_Work to be completed:_
Your output is one number, the count of lines in the listing below that hold the word "order".

== Input data

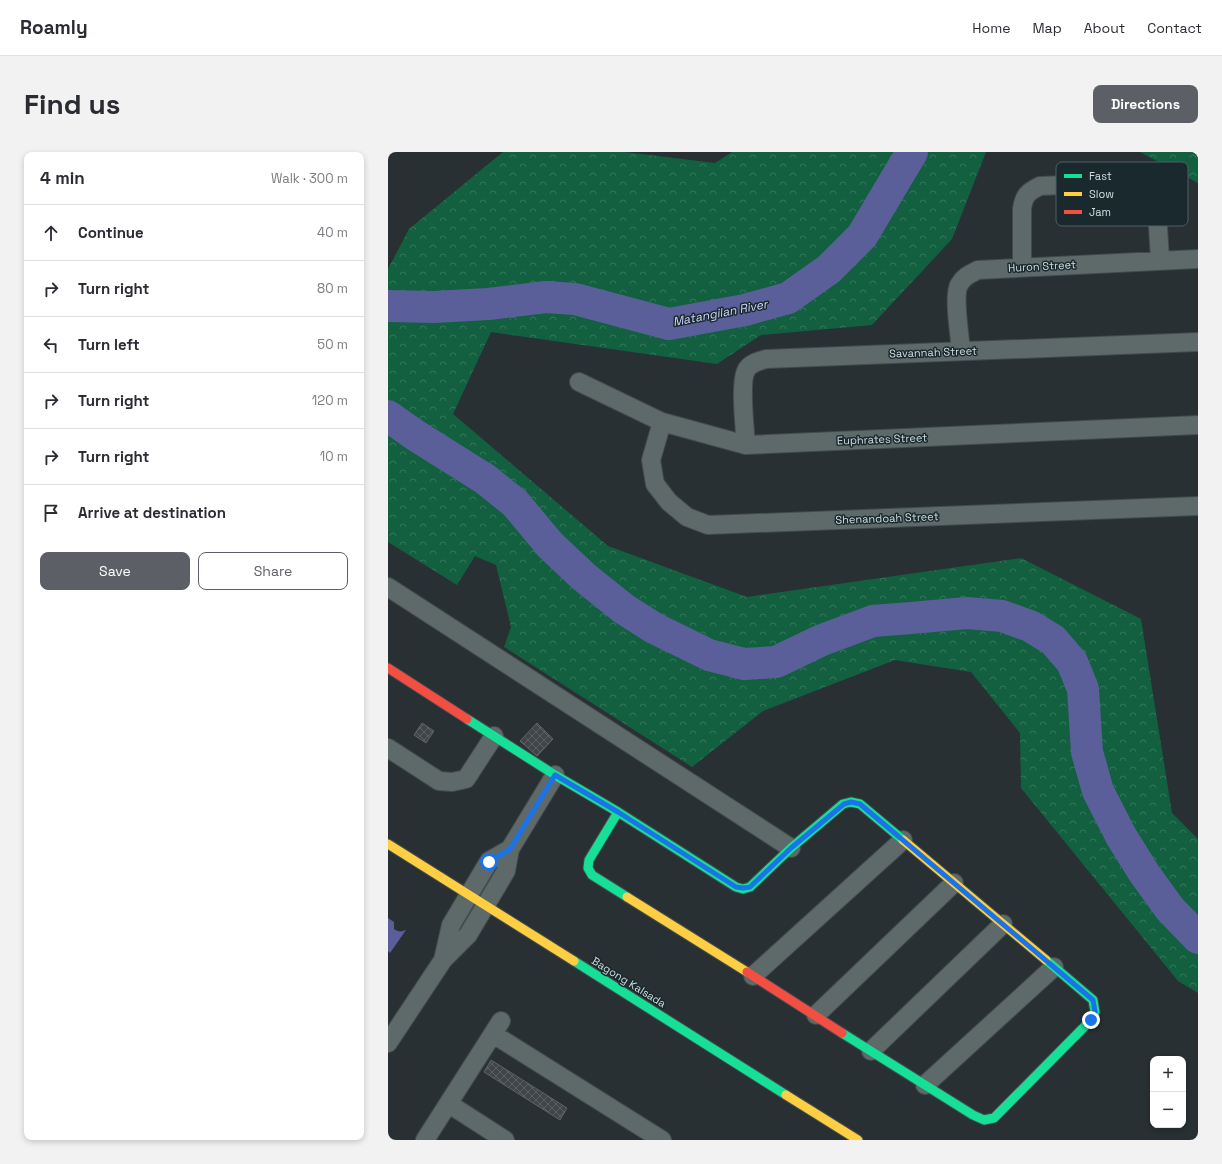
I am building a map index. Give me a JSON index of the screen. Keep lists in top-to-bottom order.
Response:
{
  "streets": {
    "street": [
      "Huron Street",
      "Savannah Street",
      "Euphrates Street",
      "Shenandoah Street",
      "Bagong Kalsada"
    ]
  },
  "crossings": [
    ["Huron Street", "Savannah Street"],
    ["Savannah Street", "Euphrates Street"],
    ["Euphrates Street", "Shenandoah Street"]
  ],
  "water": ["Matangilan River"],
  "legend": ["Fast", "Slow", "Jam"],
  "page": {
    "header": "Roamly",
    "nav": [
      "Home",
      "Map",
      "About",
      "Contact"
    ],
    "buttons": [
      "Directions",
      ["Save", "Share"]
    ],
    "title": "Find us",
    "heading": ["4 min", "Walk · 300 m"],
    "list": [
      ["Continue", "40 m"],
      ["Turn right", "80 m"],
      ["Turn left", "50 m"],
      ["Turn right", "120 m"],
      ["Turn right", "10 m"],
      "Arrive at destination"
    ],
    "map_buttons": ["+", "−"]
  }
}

====
== Input data

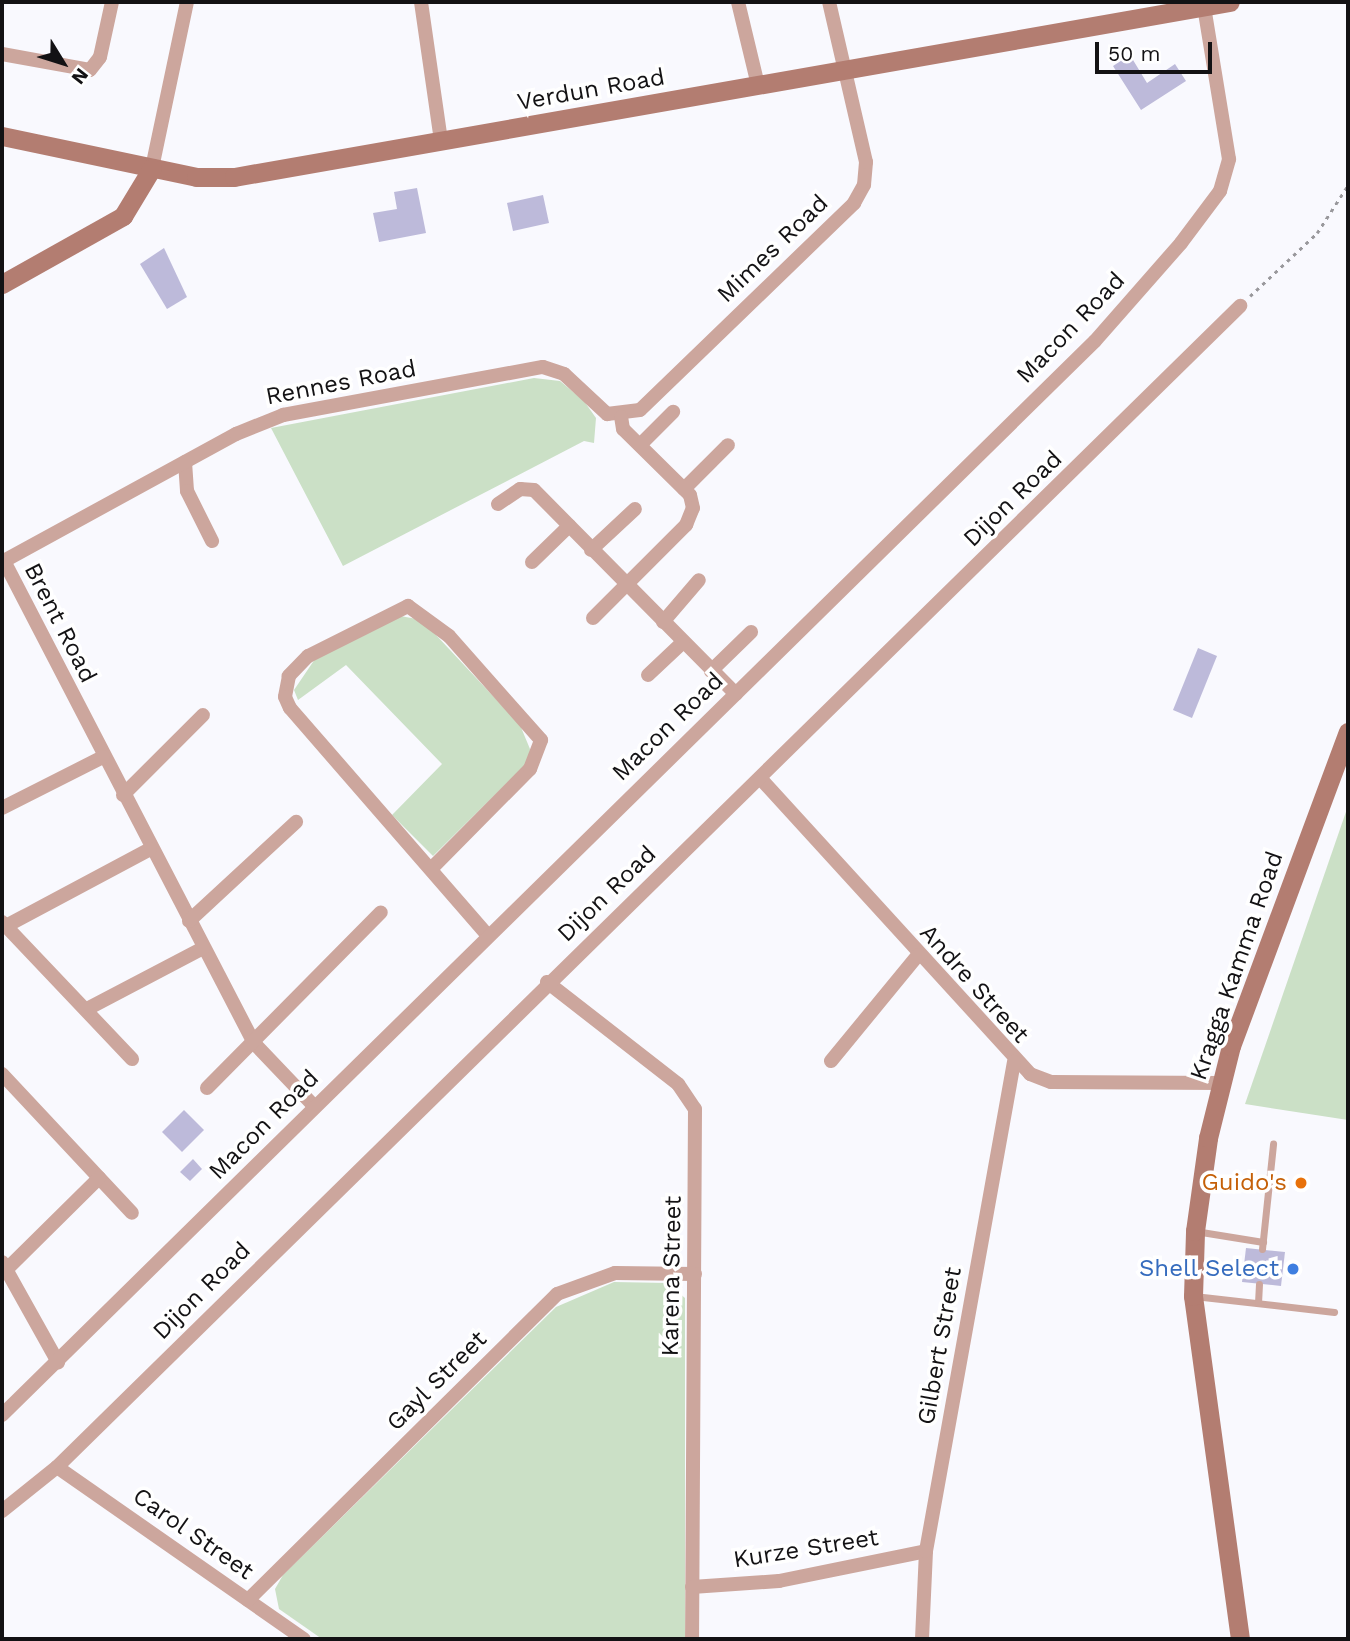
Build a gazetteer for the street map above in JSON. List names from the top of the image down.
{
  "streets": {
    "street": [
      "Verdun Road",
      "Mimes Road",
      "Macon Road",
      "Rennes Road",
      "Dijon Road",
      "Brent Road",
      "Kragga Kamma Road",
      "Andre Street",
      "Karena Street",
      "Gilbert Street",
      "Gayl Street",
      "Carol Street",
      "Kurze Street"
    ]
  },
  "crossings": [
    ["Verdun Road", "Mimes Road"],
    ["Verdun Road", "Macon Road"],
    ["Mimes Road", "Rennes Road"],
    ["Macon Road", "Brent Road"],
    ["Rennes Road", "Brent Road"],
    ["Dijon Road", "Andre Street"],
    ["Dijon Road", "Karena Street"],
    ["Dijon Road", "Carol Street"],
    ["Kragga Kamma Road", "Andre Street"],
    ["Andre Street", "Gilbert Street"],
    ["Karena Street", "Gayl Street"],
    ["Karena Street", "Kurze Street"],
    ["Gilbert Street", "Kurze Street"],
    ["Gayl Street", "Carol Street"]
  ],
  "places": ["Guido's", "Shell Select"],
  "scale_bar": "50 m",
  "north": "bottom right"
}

====
== Input data

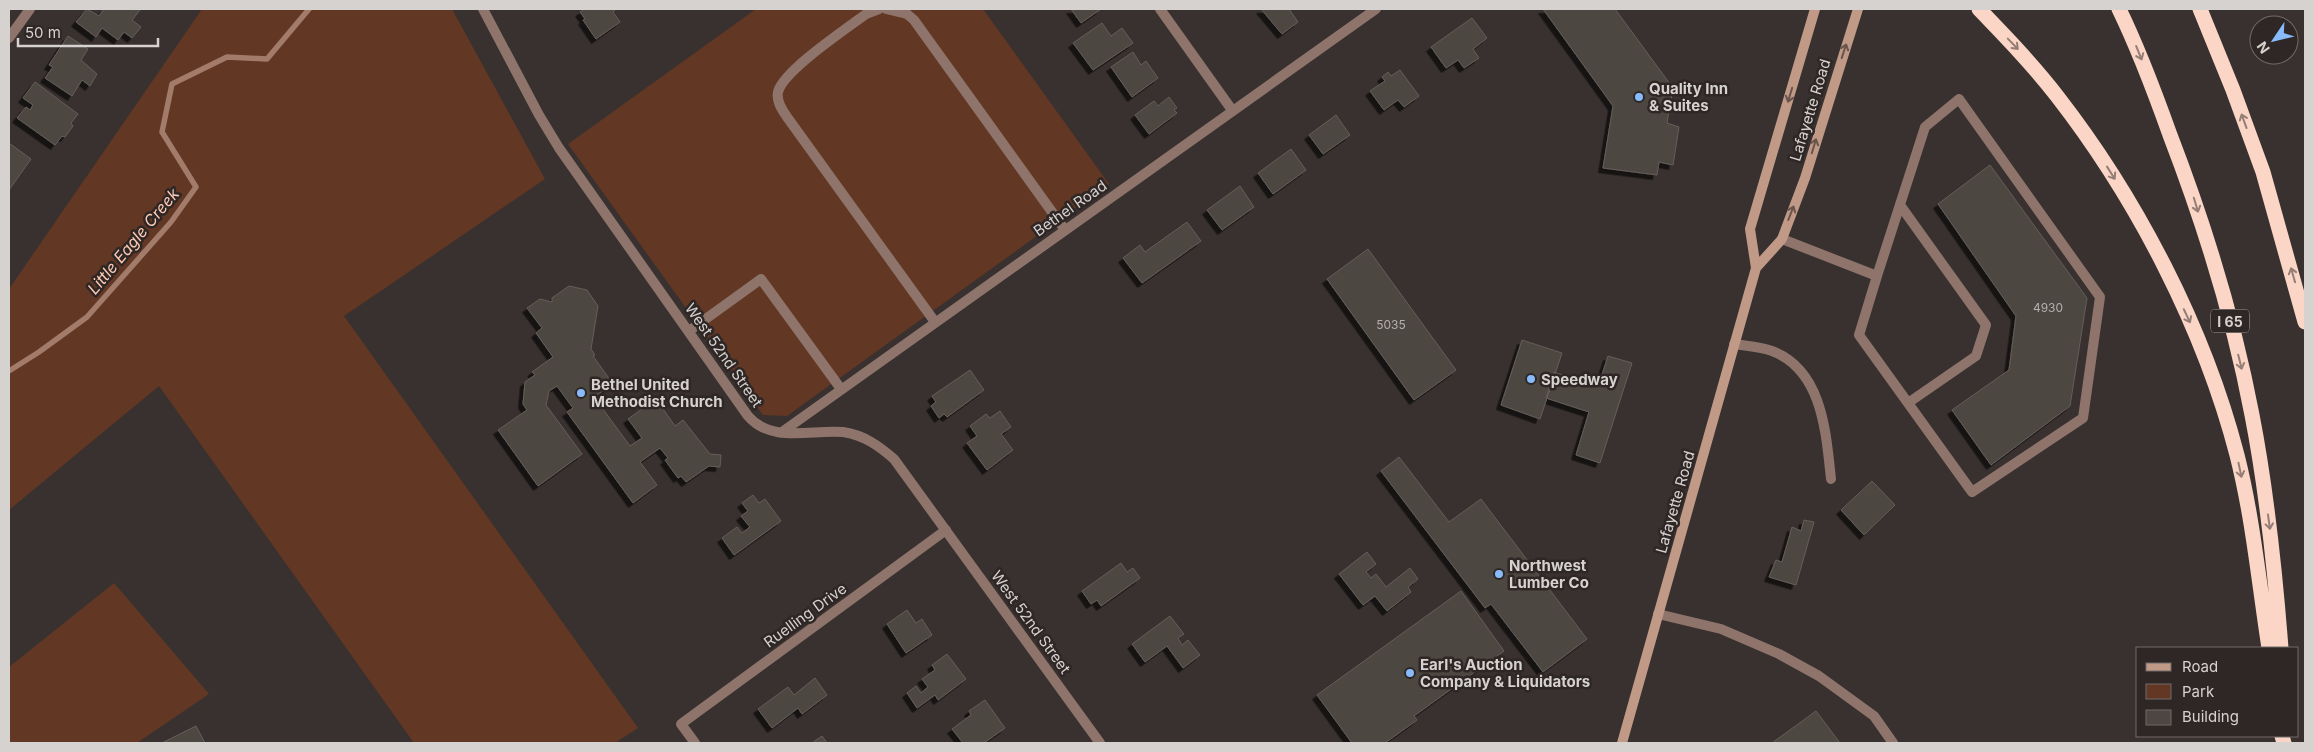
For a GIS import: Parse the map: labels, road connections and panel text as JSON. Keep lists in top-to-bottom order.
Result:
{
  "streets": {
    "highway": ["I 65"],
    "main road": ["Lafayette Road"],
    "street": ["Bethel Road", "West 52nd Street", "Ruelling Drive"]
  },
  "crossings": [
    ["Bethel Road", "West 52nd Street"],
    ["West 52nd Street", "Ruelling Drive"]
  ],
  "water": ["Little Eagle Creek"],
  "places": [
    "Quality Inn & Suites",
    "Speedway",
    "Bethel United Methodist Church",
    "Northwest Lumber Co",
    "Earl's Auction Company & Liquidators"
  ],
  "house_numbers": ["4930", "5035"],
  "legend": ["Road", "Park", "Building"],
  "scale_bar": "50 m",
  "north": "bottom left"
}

====

_Solution for this exercise:_
2